And then I texted him that I broke the phone contract. And then I started crying. Because then He asked to remove the remainder of his items this week.
And it all became so permanent. So... So....Final.
And last weekend I missed his aunt's wedding. And this weekend is a Friendsgiving....without Him. And next week is Thanksgiving...without Him. And each of these things is another bandage ripped off. Another step toward Singlesville. I know it should feel like another step toward independence, but it feels more like a giant leap toward loneliness.
So, once again I've entered #operationgetyourshittogether. Because every 10 years, I seem to go through a major breakup with someone I think I'm ready to marry. Okay. Maybe that's only happened twice. But I'm feeling like I'm back to square one in a lot of ways.
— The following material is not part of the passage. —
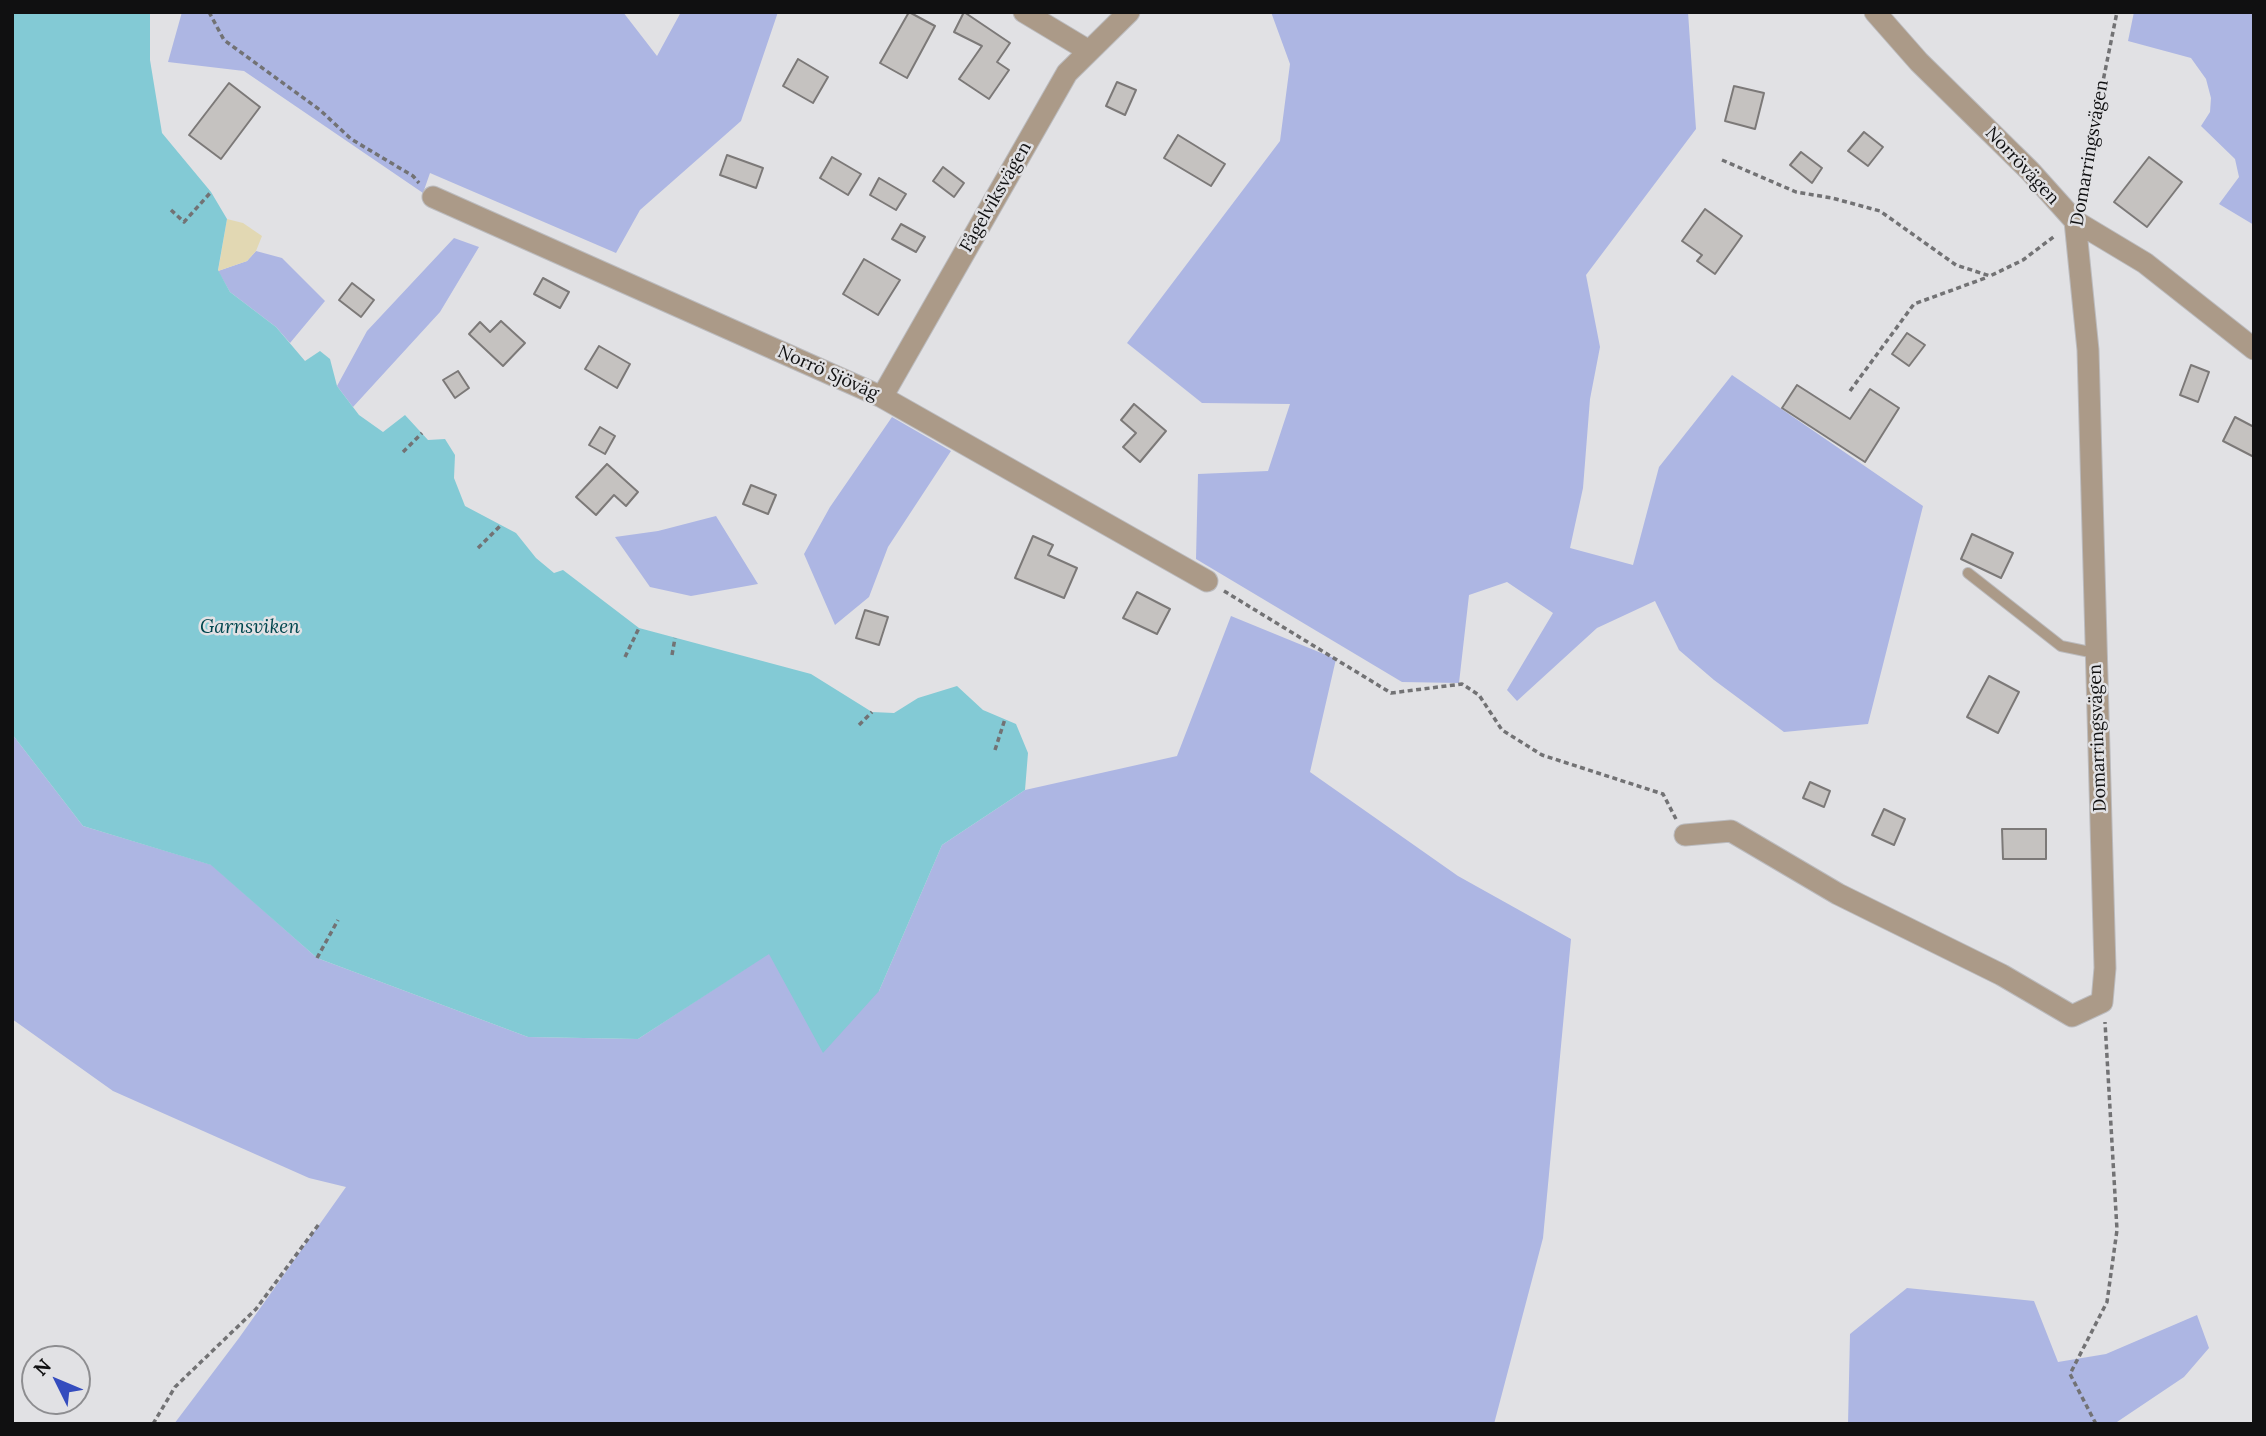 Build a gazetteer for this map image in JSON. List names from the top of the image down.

I'm sick of always feeling like every few years, like I need to suck it up and re-invent myself. Power through another round of bullshit. A breakup. Wanting a new job. To head in a different career direction. It's exhausting. This concept that I need to muster a neverending supply of energy from a seemingly dry well.
It all feels like So Much. Like all my friends have to join hands to form a net with my therapist and a helluva lot of wine so that I don't crash and burn the next three months of my post-break-up period.
So, I'm going to apply to jobs. Work out more. Drink less wine. Watch less TV. Drink more water. Be the awesome person I am. And just try to get it together. Again.